A Communist interrogator grills Tony Estrella's Jan, sweating him for information...Jan, like the blessed anti-heroes of 'Dazed and Confused' just wants to rock and not be bothered with signing loyalty statements and ratting on friends. Of course, authority cannot understand such simplistic ideals. The accusation is levied: You're either very simple...or very complicated. Which is it?
And that is the overriding question regarding the Gamm's production of Tom Stoppard's breathtakingly long-winded and, eventually, gorgeous production of 'Rock n Roll', running through May 30th.
The temptation with a show like this would be to show how clever the reviewer is by being able to pick through all of the intertwining strands of metaphor and discuss the leitmotifs and the thematic recurrence of Syd's innocent, Joyce-inspired "Golden Hair" and the 'Bring 'em Home' wail of Vera Lynn as echoed via Roger Waters' anti-war paeans.
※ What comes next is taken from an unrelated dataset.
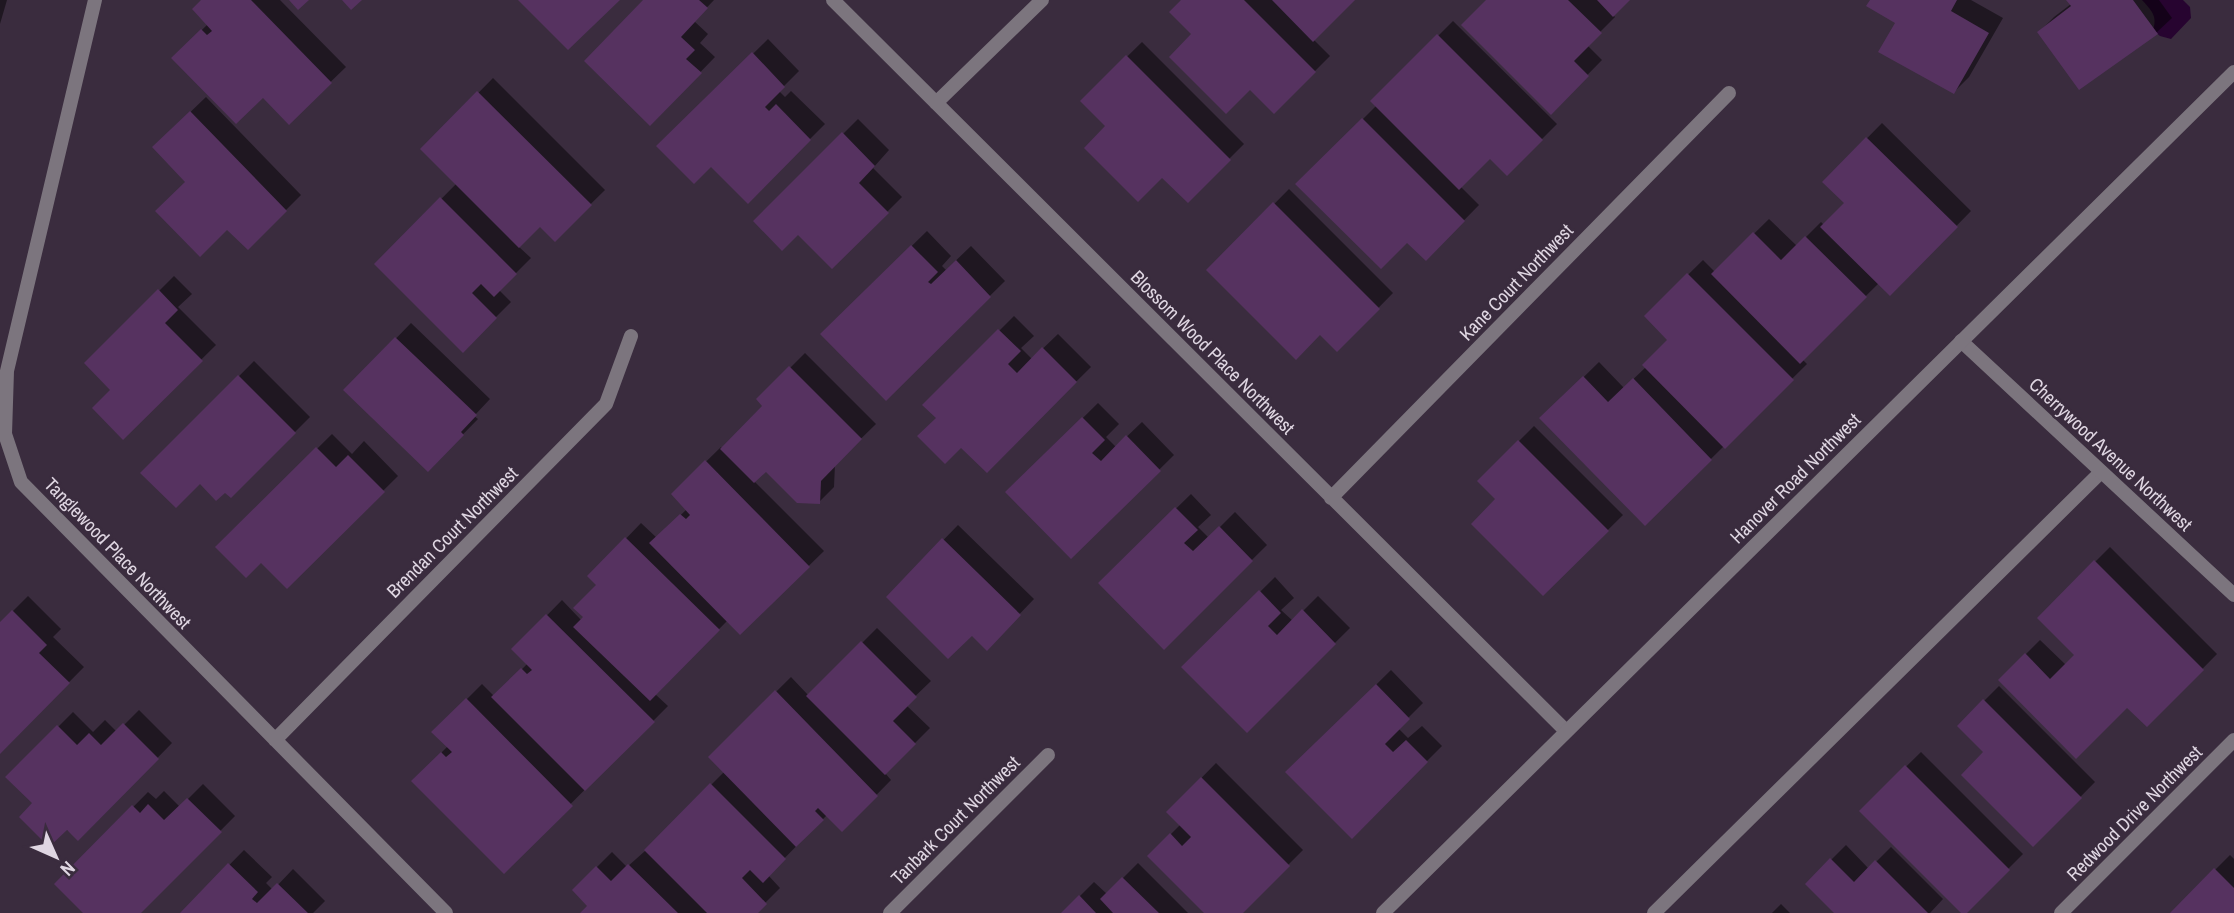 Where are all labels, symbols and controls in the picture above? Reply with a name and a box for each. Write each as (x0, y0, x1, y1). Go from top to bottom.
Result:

As Syd's poetic visions gave way to Waters' bloated corporate rock, so did the idealism of the Prague Spring lose the plot once it became more profitable to shut up and listen to the marketplace dictate freedom. But anyone who graduated college before 1995 will pick up on all this and more as synapses delightfully fire through Max's pinball machine of the mind and place Sappho's yearnings and Eleanor's sufferings in their rightful niches alongside Ferdinand's compromising struggles to shoot for the middle and Jan struggles mightily with the biggest decision of all: Fugs or Doors?
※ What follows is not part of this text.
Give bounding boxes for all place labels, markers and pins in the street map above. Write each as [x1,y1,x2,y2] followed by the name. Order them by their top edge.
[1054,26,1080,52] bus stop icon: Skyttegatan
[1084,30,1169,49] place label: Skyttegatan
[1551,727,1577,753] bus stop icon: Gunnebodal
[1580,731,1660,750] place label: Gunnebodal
More Teeth loves the fact that 'Rock n' Roll' has the ability to send a shiver up the spine more than once and leave you asking more questions than are answered. But what we're really interested in is whether or not YOU should go see this show and what you can expect if you do.
Which brings us back to whether or not this show is extremely complicated (and, on paper, it absolutely is) or extremely simple. Can you file into the slaughterchute of the Gamm's black box playing space, wine or beer in hand, without knowing about the occupation of Prague or who Syd Barrett was? You could. There is more than enough exposition via the dialogue and the videos and the captions projected on the walls to spoon feed enough trivia to get you through and simply concentrate on the performances (which are mostly stirring). And then there's the music...
Whatever pretensions 'Rock n' Roll' carries about the struggle of the proletariat or Brain vs. Mind, this play is about the power of music to express emotion, feelings and ideas that words fail to convey. You can lock me up, but I got my rock and roll. Sounds simple. Stupid even...but the power in that simplicity is what carries Jan and his ilk through the years from struggle to compromise and everywhere in between. So, More Teeth expected a killer sound design, one that embraced both the obvious and the implied. Stoppard's script dictates certain givens in-between scenes such as the obligatory relevant Pink Floyd, Velvet underground and Beach Boys choices, but there is leeway, especially in preshow and intermission choices. However, what we are served as we join the firetrap pileup of bodies bustling in and out of the theater is the worst excesses of corporate radio rock.
Sound Designer Charles Cofone gives us the first example of the underlying paradox of 'Rock n' Roll' before the show has even started: What resemblance does the radio-friendly riffage of Aerosmith, Billy Squier and even Wild Cherry bear to the progressive, anarchist strains of early Floyd, Velvet Underground (and even Kraftwerk, which gets a nod in the script later in Act Two)? The answer is: Nothing. Or Everything. Is Cofone telling us, that, just as Czechoslovakia will celebrate its newfound freedom in 1990 by exalting in the desiccated opulence of the washed-up, hardly revolutionary Rolling Stones dragging their bones into the Strahov, that safe, ad-friendly mass-marketed radio rock is all thats left of the dream? Even the appearance of the once-relevant REM in the soundtrack misses the opportunity for "Radio Free Europe" and settles for "It's the End of The World As We Know It..." Brilliant? Or does it miss the point entirely? The effect was that of someone skipping tracks on a Time-Life Rock Classics compilation playlist until it came time to segue into the music of the opening video, which jarringly includes the actual music of the Plastic People of the Universe and tracks slightly more aligned to the message. When The Stones play live at the close of the show and the entire audience joins the performance, the song is not quite of the period - artistic license has the band playing a song released in 1994 at a show in 1990. But does it matter? To most of the audience, probably not. But for a script that exalts in the minutiae of extremely esoteric Syd Barrett trivia such as his final performance at the Corn Exchange in Cambridge, one could assume that every detail is deliberate.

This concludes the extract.